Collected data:
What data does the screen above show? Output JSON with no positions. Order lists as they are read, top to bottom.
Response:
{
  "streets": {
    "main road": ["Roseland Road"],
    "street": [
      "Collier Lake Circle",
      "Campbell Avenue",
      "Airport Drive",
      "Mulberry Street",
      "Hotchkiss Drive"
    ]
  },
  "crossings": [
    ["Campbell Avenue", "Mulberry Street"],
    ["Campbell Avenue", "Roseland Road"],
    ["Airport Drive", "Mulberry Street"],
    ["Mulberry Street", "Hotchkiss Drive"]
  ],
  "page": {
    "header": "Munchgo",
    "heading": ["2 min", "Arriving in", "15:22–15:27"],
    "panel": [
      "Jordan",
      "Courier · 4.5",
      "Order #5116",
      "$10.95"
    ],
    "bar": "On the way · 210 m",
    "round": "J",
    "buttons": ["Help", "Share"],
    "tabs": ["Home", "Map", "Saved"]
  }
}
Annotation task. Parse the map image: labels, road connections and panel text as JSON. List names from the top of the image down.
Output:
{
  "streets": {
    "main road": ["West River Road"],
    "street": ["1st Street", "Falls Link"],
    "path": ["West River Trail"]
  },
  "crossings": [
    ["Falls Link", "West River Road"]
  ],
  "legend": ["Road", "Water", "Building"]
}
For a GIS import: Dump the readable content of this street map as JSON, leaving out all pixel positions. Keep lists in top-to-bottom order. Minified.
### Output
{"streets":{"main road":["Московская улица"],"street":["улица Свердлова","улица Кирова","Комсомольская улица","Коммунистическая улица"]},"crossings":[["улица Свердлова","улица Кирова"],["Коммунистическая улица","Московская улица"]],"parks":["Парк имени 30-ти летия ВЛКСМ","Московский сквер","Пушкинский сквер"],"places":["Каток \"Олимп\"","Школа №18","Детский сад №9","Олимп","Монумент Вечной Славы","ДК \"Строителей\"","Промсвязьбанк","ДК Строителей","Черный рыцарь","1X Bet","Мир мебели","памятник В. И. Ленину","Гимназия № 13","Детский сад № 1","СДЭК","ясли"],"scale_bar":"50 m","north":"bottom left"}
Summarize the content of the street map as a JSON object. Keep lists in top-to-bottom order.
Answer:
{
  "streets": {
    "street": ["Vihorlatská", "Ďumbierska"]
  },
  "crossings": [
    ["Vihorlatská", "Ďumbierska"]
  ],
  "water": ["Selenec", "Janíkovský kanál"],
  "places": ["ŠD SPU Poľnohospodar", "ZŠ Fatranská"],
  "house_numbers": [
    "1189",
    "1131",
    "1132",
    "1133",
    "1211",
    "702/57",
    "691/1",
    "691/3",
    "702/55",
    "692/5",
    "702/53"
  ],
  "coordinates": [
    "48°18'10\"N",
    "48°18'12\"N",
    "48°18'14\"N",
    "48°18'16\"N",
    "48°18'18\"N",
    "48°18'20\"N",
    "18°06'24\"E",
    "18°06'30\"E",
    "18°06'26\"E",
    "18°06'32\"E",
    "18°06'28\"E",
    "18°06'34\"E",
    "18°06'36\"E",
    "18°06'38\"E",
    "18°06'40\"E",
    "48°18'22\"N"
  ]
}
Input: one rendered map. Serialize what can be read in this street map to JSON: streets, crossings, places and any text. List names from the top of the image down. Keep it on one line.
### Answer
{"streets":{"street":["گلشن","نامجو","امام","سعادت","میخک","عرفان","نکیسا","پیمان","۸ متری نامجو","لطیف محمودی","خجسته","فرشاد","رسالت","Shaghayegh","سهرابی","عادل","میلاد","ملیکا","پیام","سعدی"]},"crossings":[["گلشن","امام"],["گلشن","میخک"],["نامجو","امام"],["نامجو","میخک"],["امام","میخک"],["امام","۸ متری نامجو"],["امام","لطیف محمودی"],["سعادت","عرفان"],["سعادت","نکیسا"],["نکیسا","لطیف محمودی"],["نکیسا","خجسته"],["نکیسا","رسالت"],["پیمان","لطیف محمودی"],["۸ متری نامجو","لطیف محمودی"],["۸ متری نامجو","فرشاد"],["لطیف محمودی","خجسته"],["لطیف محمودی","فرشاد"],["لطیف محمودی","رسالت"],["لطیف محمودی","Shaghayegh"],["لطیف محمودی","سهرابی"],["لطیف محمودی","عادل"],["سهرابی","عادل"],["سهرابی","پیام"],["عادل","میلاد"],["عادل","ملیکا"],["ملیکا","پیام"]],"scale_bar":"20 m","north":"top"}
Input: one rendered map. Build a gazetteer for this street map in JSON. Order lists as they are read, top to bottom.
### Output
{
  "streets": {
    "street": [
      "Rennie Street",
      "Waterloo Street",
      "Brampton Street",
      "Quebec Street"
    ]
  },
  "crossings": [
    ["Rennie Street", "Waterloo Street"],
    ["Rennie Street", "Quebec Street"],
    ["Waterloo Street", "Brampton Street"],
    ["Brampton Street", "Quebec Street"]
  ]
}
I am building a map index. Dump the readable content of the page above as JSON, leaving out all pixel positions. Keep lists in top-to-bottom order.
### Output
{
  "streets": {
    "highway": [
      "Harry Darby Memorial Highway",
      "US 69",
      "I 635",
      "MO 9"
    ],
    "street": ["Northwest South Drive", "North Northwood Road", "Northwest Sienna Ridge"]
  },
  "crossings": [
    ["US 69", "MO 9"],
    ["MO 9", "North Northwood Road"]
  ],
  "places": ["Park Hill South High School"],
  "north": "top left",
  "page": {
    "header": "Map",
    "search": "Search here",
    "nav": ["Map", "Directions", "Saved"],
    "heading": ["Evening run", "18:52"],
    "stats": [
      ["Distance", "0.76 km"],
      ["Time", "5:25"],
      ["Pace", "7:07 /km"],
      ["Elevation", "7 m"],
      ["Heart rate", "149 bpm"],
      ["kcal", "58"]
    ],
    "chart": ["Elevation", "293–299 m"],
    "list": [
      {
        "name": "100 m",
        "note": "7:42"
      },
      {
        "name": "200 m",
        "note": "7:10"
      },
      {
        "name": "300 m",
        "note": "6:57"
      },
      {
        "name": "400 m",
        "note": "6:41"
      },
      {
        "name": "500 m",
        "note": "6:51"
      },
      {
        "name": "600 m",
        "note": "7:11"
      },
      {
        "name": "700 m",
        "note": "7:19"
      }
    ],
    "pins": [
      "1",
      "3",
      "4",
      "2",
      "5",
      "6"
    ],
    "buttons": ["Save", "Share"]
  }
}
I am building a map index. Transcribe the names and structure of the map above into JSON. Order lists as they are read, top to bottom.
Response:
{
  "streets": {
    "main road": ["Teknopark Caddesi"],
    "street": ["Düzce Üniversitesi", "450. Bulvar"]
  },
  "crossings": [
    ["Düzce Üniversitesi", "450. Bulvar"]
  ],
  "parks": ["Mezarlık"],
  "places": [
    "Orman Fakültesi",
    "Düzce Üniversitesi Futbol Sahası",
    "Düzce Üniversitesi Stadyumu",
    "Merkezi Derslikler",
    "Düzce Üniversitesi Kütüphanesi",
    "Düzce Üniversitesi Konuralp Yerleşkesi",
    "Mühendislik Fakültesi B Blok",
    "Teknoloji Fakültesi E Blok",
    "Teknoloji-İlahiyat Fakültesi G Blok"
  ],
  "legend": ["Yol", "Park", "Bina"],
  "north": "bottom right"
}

• TASK TO COMPLETE
The lines above, from the start of the records through the one containing "For a GIS import: Dump", are to be printed exactly, and nothing else is to be included.

• REPLY
What data does the screen above show? Output JSON with no positions. Order lists as they are read, top to bottom.
Response:
{
  "streets": {
    "main road": ["Roseland Road"],
    "street": [
      "Collier Lake Circle",
      "Campbell Avenue",
      "Airport Drive",
      "Mulberry Street",
      "Hotchkiss Drive"
    ]
  },
  "crossings": [
    ["Campbell Avenue", "Mulberry Street"],
    ["Campbell Avenue", "Roseland Road"],
    ["Airport Drive", "Mulberry Street"],
    ["Mulberry Street", "Hotchkiss Drive"]
  ],
  "page": {
    "header": "Munchgo",
    "heading": ["2 min", "Arriving in", "15:22–15:27"],
    "panel": [
      "Jordan",
      "Courier · 4.5",
      "Order #5116",
      "$10.95"
    ],
    "bar": "On the way · 210 m",
    "round": "J",
    "buttons": ["Help", "Share"],
    "tabs": ["Home", "Map", "Saved"]
  }
}
Annotation task. Parse the map image: labels, road connections and panel text as JSON. List names from the top of the image down.
Output:
{
  "streets": {
    "main road": ["West River Road"],
    "street": ["1st Street", "Falls Link"],
    "path": ["West River Trail"]
  },
  "crossings": [
    ["Falls Link", "West River Road"]
  ],
  "legend": ["Road", "Water", "Building"]
}
For a GIS import: Dump the readable content of this street map as JSON, leaving out all pixel positions. Keep lists in top-to-bottom order. Minified.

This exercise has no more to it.